- Jaridih Bazar Location in Jharkhand, India Jaridih Bazar Jaridih Bazar (India)
- Coordinates: 23°46′07″N 85°56′10″E﻿ / ﻿23.7685°N 85.9361°E
- Country: India
- State: Jharkhand
- District: Bokaro

Area
- • Total: 11.30 km^{2} (4.36 sq mi)
- Elevation: 256 m (840 ft)

Population (2011)
- • Total: 31,882
- • Density: 2,821/km^{2} (7,307/sq mi)

Languages
- • Official: Hindi, Urdu
- Time zone: UTC+5:30 (IST)
- Telephone/STD code: 06549
- Vehicle registration: JH 09
- Lok Sabha constituency: Giridih
- Vidhan Sabha constituency: Bermo
- Website: bokaro.nic.in

= Jaridih Bazar =

Jaridih Bazar is a census town in the Bermo CD block in the Bermo subdivision of the Bokaro district in the Jharkhand state, India.

==Geography==

===Location===
Jaridih Bazar is located at .

It is on the banks of Damodar River, a little above its point of confluence with Konar River.

===Area overview===
Bokaro district consists of undulating uplands on the Chota Nagpur Plateau with the Damodar River cutting a valley right across. It has an average elevation of 200 to 540 m above mean sea level. The highest hill, Lugu Pahar, rises to a height of 1070 m. The East Bokaro Coalfield located in the Bermo-Phusro area and small intrusions of Jharia Coalfield make Bokaro a coal rich district. In 1965, one of the largest steel manufacturing units in the country, Bokaro Steel Plant, operated by Steel Authority of India Limited, was set-up at Bokaro Steel City. The Damodar Valley Corporation established its first thermal power station at Bokaro (Thermal). The 5 km long, 55 m high earthfill dam with composite masonry cum concrete spillway, Tenughat Dam, across the Damodar River, is operated by the Government of Jharkhand. The average annual rainfall is 1291.2 mm. The soil is generally infertile and agriculture is mostly rain-fed.

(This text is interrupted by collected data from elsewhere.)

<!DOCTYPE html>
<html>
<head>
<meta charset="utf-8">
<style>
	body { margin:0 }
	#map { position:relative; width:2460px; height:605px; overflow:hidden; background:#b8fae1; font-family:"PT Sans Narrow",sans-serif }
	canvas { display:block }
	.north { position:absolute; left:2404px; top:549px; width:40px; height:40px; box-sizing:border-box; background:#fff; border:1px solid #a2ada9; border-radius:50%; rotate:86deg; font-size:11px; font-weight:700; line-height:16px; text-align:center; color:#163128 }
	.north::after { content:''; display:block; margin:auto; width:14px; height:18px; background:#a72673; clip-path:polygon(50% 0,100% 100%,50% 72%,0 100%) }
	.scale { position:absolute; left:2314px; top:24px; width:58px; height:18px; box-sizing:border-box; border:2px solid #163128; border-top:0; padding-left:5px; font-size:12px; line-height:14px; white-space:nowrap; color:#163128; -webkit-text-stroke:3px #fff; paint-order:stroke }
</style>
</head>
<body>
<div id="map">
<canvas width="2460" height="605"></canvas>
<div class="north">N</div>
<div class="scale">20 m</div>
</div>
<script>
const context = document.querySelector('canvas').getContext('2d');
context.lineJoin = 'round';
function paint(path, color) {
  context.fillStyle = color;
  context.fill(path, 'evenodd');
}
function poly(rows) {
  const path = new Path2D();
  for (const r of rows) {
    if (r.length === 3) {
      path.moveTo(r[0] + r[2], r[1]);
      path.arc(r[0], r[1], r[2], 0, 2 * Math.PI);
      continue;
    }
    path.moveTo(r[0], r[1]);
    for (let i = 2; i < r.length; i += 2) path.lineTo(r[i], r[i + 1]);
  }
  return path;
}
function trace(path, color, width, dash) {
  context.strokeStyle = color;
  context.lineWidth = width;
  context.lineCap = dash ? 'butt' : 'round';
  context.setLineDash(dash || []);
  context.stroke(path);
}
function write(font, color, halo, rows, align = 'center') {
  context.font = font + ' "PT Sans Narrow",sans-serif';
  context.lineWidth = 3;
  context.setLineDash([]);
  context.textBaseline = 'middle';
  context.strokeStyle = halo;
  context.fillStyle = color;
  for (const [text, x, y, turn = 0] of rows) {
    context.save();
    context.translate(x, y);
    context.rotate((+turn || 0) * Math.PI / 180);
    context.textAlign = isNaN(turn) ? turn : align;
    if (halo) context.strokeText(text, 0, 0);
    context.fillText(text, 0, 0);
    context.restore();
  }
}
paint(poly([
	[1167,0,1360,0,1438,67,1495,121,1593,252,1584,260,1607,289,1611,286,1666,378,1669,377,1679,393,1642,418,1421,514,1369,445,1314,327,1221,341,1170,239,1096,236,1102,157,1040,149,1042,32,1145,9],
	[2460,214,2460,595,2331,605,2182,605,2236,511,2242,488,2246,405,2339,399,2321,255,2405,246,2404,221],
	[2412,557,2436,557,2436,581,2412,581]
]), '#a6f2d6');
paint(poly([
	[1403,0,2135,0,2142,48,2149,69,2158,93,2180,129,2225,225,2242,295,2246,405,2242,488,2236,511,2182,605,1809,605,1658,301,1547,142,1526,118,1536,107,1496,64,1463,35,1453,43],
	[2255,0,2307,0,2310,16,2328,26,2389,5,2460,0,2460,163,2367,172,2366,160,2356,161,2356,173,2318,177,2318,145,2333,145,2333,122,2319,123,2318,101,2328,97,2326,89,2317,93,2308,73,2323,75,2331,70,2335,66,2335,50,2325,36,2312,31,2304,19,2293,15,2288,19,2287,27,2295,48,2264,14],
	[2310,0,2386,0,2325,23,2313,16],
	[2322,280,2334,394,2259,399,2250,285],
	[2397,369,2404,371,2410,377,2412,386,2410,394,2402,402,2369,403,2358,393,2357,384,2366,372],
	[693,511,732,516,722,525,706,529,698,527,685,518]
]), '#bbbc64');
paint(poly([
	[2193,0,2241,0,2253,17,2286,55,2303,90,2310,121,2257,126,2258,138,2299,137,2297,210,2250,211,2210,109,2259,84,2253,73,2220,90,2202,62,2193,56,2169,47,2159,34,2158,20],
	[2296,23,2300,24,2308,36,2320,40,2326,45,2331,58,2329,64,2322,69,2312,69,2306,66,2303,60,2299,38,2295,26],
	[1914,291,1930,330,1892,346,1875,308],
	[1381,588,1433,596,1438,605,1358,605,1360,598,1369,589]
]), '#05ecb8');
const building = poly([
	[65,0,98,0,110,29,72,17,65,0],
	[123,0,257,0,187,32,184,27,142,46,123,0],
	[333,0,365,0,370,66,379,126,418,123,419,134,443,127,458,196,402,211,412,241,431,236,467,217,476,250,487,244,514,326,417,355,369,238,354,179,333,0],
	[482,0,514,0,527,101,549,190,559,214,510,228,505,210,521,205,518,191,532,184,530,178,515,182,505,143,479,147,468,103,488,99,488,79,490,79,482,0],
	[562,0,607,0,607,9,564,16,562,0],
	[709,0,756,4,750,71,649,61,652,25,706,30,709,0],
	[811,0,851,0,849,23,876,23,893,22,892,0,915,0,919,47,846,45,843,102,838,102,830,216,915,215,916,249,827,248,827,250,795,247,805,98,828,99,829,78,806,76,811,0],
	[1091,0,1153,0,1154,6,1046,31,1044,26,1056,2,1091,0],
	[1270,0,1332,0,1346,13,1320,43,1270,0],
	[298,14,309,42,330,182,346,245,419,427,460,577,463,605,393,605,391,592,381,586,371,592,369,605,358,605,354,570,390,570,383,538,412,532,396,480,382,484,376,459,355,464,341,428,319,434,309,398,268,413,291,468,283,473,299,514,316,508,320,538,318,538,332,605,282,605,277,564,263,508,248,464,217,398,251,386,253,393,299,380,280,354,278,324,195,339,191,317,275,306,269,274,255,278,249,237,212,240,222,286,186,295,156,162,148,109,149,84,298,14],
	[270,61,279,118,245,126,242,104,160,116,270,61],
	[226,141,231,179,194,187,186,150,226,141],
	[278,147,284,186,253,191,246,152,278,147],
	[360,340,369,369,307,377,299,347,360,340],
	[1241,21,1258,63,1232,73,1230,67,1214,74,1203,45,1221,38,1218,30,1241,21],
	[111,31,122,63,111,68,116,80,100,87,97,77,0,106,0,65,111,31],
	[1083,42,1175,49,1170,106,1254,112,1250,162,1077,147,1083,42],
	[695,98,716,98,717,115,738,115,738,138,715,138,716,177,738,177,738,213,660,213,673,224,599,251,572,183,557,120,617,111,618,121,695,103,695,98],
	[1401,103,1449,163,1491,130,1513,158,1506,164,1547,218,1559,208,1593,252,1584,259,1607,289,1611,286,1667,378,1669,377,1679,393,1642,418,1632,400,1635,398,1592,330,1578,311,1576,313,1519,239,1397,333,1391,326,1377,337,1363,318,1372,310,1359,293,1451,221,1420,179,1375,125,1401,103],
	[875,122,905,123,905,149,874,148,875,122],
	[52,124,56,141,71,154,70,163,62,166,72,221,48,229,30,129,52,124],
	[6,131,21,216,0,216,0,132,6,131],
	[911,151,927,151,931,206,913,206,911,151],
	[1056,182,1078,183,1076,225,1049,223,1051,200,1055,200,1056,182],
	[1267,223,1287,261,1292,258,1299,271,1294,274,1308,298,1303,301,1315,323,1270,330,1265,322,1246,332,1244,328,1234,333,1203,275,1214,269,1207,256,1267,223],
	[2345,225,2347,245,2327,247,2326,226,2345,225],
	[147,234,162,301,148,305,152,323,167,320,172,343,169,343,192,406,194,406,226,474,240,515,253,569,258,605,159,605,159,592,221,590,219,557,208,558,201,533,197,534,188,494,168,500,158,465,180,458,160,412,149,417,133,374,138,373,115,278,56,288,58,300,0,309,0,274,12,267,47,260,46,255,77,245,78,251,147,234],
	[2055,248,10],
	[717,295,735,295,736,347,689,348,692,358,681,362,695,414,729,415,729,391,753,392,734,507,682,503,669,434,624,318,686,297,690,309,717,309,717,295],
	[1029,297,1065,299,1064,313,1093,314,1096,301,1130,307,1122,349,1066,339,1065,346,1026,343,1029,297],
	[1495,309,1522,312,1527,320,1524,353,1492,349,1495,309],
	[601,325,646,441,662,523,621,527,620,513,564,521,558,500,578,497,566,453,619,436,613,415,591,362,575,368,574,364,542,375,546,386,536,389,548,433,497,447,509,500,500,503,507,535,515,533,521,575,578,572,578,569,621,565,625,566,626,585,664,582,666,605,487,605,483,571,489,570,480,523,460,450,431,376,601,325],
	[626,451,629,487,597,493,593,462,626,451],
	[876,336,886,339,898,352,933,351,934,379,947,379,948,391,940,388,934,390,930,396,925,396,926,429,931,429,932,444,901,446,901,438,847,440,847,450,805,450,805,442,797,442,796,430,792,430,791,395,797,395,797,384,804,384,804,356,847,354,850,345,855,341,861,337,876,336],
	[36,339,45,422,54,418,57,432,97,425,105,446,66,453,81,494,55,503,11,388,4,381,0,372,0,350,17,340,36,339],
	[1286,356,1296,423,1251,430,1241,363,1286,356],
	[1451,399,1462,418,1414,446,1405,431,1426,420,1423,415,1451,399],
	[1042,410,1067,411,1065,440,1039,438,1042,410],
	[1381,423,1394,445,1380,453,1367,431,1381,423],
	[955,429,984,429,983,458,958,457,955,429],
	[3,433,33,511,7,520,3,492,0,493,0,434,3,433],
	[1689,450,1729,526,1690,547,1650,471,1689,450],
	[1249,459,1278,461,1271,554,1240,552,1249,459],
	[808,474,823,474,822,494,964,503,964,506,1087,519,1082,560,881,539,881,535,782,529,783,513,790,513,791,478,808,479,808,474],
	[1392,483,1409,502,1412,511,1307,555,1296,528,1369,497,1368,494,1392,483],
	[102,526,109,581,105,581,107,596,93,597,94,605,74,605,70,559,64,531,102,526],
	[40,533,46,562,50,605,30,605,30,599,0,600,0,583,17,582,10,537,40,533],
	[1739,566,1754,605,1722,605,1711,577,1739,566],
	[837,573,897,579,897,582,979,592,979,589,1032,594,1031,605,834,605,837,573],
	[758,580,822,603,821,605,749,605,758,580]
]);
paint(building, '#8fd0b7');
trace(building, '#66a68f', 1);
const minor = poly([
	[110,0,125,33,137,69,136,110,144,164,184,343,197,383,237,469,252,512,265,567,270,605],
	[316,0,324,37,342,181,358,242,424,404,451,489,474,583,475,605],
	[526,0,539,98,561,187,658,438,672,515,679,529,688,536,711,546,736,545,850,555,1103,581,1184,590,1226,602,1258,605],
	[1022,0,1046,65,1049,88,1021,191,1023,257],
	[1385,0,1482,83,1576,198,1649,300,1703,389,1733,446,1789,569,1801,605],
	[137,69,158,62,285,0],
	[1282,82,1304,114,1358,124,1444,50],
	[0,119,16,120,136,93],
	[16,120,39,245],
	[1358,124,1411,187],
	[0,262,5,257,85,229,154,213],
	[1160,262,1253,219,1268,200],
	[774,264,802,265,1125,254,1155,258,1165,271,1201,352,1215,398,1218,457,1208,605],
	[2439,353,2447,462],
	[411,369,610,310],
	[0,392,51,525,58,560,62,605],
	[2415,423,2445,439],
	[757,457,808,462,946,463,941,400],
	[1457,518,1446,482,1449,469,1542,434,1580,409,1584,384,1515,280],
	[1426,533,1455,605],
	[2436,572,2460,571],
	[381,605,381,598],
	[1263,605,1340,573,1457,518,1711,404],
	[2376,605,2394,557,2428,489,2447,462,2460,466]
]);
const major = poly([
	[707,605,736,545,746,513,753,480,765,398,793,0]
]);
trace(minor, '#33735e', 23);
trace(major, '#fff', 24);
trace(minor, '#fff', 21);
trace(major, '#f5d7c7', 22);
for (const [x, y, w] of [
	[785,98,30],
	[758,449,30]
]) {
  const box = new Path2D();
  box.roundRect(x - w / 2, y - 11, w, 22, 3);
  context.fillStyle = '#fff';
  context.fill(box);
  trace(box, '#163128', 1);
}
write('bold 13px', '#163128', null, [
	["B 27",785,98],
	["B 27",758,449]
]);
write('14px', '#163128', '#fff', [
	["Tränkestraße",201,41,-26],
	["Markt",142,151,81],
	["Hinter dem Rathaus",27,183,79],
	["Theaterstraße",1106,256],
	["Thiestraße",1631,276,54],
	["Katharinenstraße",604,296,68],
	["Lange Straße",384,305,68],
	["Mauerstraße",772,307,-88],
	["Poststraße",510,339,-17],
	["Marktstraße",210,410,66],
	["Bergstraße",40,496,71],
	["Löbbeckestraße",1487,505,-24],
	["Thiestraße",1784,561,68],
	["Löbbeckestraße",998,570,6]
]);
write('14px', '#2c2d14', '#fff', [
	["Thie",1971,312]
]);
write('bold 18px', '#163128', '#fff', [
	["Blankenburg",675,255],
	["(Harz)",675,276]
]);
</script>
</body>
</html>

Note: The map alongside presents some of the notable locations in the district. All places marked in the map are linked in the larger full screen map.

==Demographics==
According to the 2011 Census of India, Jaridih Bazar had a total population of 31,882, of which 16,642 (52%) were males and 15,242 (48%) were females. Population in the age range 0–6 years was 4,025. The total number of literate persons in Jaridih Bazar was 22,007 (79.00% of the population over 6 years).

According to the 2011 Census of India, Phusro Urban Agglomeration had a total population of 186,139, of which males were 97,665 and females 88,874. Phusro Urban Agglomeration is composed of Phusro (NP), Bermo (CT), Jaridih Bazar (CT), Bokaro (CT) and Kurpania (CT).

As of 2001 India census, Jaridih Bazar had a population of 30,091. Males constitute 54% of the population and females 46%. Jaridih Bazar has an average literacy rate of 64%, higher than the national average of 59.5%: male literacy is 73%, and female literacy is 53%. In Jaridih Bazar, 14% of the population is under 6 years of age.

==Infrastructure==
According to the District Census Handbook 2011, Bokaro, Jaridih Bazar covered an area of 11.30 km^{2}. Among the civic amenities, it had 31 km roads with open drains, the protected water supply involved tap water from treated and untreated sources, overhead tank. It had 5,676 domestic electric connections, 300 road lighting points. Among the medical facilities, it had 4 hospitals, 2 dispensaries, 2 health centres, 1 family welfare centre, 4 maternity and child welfare centres, 1 maternity home, 1 nursing home, 9 medicine shops. Among the educational facilities it had 11 primary schools, 9 middle schools, 6 secondary schools, the nearest senior secondary school at Bermo 6 km away, 1 general degree college. It had 5 non-formal educational centres (Sarva Siksha Abhiyan). Among the social, recreational and cultural facilities it had 36 auditorium/ community halls, 1 public library, 1 reading room. Two important commodities it produced were coal and furniture. It had the branch office of 3 nationalised banks, 1 cooperative bank, 2 non-agricultural credit societies.